The 54-page report by a county Emergency Management Council said federal officials estimated that an earthquake registering a magnitude of 8 or greater on the Richter scale occurring along the San Andreas Fault could kill more than 3,000 people in Orange County and injure nearly 100,000, nearly 9,000 of them seriously.
After more than a year of study, the council, which is made up of the heads of seven county departments, produced 39 recommendations for long-term implementation to cope with an earthquake of the size that struck Mexico City last September.
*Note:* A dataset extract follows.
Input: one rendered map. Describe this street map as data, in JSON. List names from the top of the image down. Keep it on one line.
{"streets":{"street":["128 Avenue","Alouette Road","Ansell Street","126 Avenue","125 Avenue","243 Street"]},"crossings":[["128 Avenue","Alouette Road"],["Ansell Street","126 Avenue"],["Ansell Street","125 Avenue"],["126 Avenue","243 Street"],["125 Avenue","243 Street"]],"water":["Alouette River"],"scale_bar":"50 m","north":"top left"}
The suggestions were broken into no-cost items, such as instructing county employees what to do during an emergency and discussing mutual aid plans with private businesses and military installations, and items whose cost still must be estimated, such as providing sufficient emergency equipment in county buildings and undertaking public education programs.
Later phases of what is officially called the Orange County/Southern California Earthquake Planning Process will include steps to be taken if an earthquake were predicted to occur within a month or so, planning for response at the actual time of a quake and rebuilding after the disaster.
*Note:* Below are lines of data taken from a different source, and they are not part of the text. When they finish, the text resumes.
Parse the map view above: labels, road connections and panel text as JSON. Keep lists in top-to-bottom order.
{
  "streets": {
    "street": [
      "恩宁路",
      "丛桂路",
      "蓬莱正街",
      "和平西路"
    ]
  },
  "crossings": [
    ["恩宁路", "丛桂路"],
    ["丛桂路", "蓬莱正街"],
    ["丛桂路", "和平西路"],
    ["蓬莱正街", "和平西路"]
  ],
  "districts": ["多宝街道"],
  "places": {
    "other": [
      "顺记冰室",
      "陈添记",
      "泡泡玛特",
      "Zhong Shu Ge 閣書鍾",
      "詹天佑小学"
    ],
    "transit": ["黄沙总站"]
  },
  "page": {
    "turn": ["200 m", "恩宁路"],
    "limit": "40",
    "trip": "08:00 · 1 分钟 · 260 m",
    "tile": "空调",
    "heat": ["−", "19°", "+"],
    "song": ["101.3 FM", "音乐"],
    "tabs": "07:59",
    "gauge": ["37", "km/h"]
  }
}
“There is a lot to be lost if we don’t enact and implement these recommendations,” said Paul Hess, head of the emergency management division of the county Fire Department.
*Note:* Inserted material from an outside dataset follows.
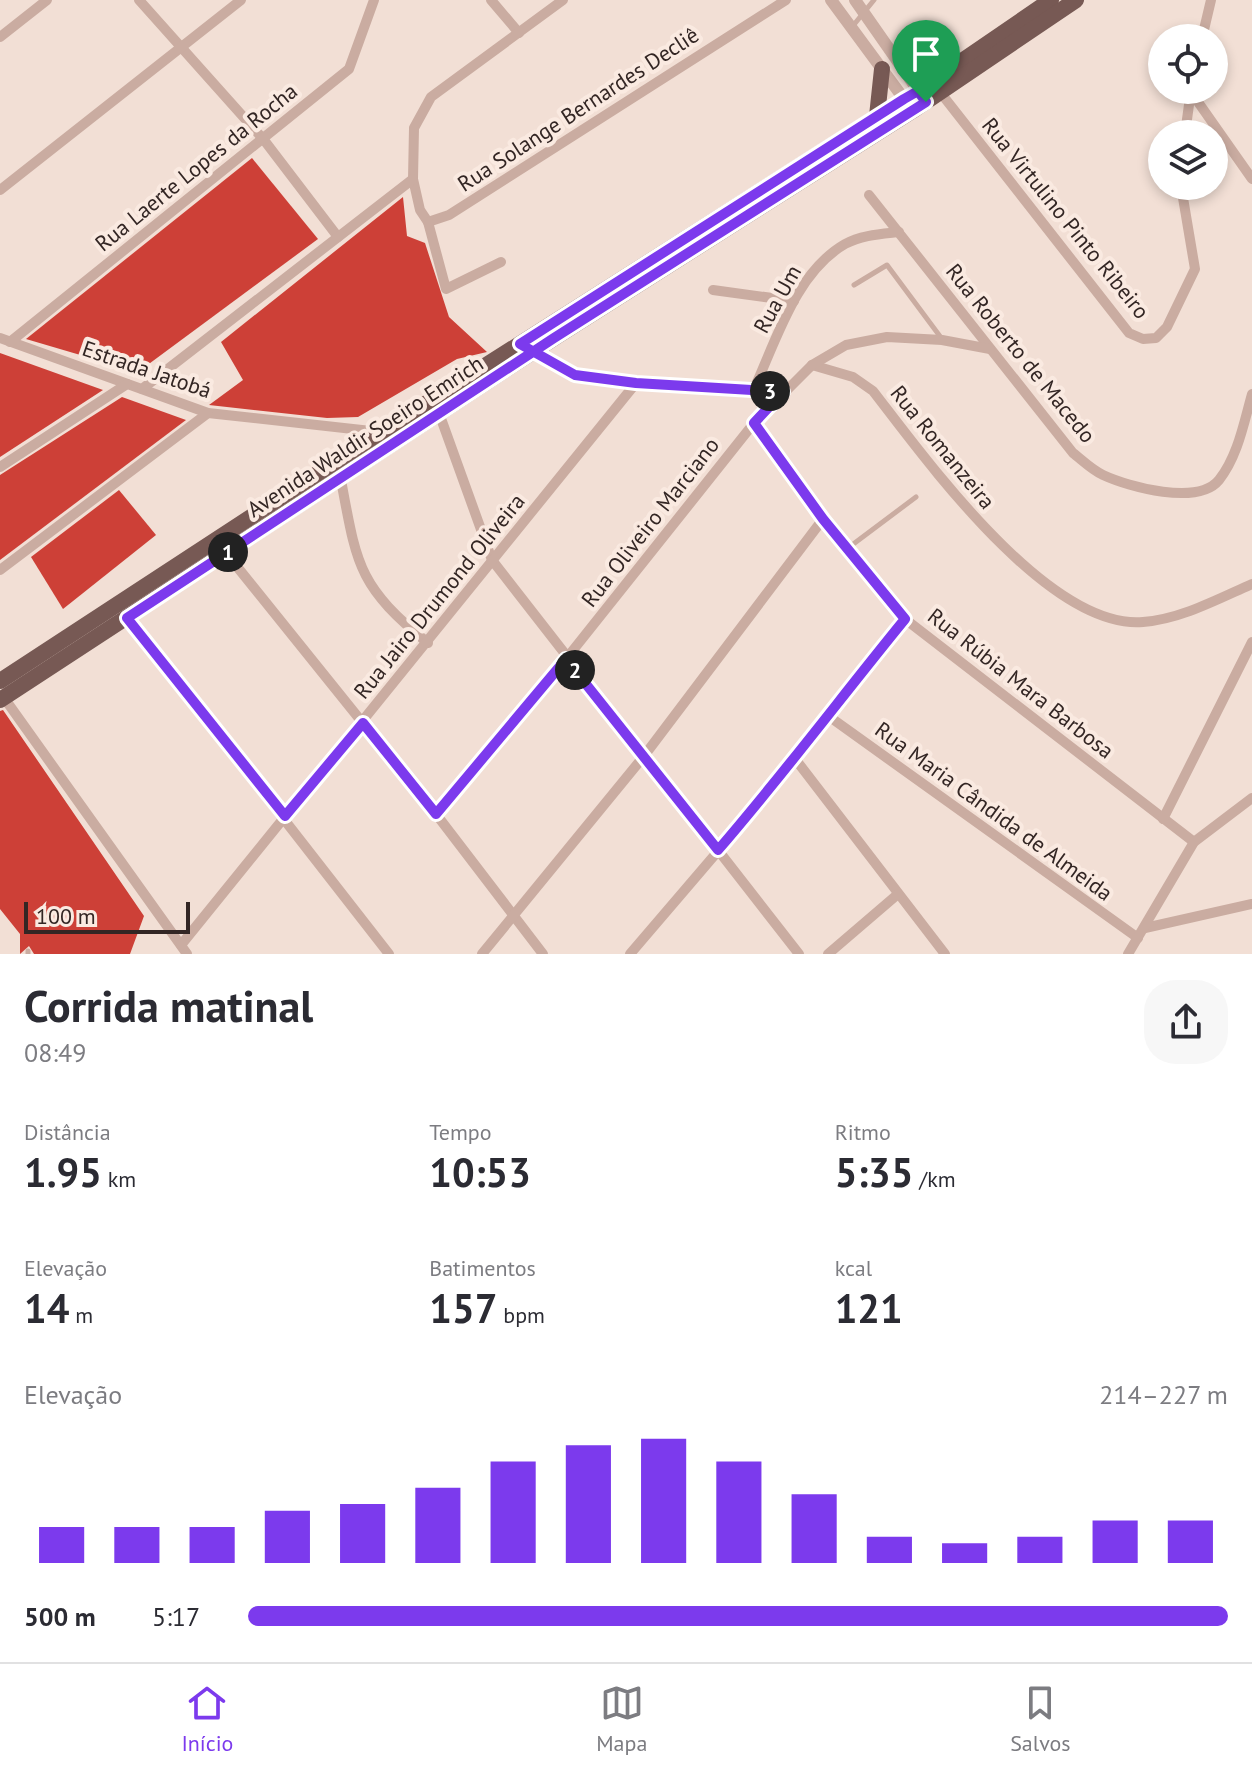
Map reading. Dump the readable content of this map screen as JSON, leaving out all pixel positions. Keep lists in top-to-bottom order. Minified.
{"streets":{"main road":["Avenida Waldir Soeiro Emrich"],"street":["Rua Solange Bernardes Decliê","Rua Laerte Lopes da Rocha","Rua Virtulino Pinto Ribeiro","Rua Um","Rua Roberto de Macedo","Estrada Jatobá","Rua Romanzeira","Rua Oliveiro Marciano","Rua Jairo Drumond Oliveira","Rua Rúbia Mara Barbosa","Rua Maria Cândida de Almeida"]},"crossings":[["Rua Laerte Lopes da Rocha","Estrada Jatobá"],["Rua Virtulino Pinto Ribeiro","Avenida Waldir Soeiro Emrich"],["Rua Um","Rua Roberto de Macedo"],["Rua Roberto de Macedo","Rua Oliveiro Marciano"],["Estrada Jatobá","Avenida Waldir Soeiro Emrich"],["Rua Romanzeira","Rua Oliveiro Marciano"],["Rua Oliveiro Marciano","Rua Rúbia Mara Barbosa"]],"scale_bar":"100 m","page":{"pins":["3","1","2"],"scale":"100 m","heading":["Corrida matinal","08:49"],"stats":[["Distância","1.95 km"],["Tempo","10:53"],["Ritmo","5:35 /km"],["Elevação","14 m"],["Batimentos","157 bpm"],["kcal","121"]],"chart":["Elevação","214–227 m"],"list":[{"name":"500 m","note":"5:17"}],"tabs":["Início","Mapa","Salvos"]}}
In the event of a quake of 8 or greater on the Richter scale, the report said, “the 55 Freeway overpass at Lincoln Boulevard has the potential to collapse, obstructing the 55 Freeway, as well as Lincoln Boulevard.”
The Pacific Coast Highway could be closed, the report said. “The 405 Freeway could be closed or disrupted due to multiple problems.”
In addition, five major power plants in the Long Beach-Huntington Beach area would probably be damaged, as would drainage channels from the Santa Ana River, the report stated. Radio systems could be crippled. Fire stations could be damaged.
Phones, Water Supply at Risk
Telephones, water supplies and railroads could be knocked out. Petroleum pipelines could break. Waste water treatment plants could be damaged, increasing the health risks.
The report said that damage would be less severe, but still major, if a quake struck along the Newport-Inglewood fault. It estimated that deaths could be as high as 2,265, with nearly 70,000 people injured, 9,000 of them seriously.
“The key to survival of a major disaster, earthquake, flood or fire is to be prepared beforehand,” county Fire Chief Larry Holms said at a press conference.
He said that “probably the most difficult problem we face” is getting the public concerned enough to prepare for an earthquake that geologists have predicted has a 50-50 chance of occurring in the next 15 years in Southern California.
“A real hard effort has not been made to take care of the public education. . . . The focus has been on governmental response,” Holms said.
Supervisor Roger R. Stanton said that although the exact costs of implementing the recommendations of the report are not yet known, “I think the costs are going to be very modest, certainly in comparison to what you’ll save” if no preparations were made.
Stanton said the report was “a major step” in increasing the county’s earthquake preparedness and promised “immediate implementation of as many of the recommendations as is logically and fiscally possible.”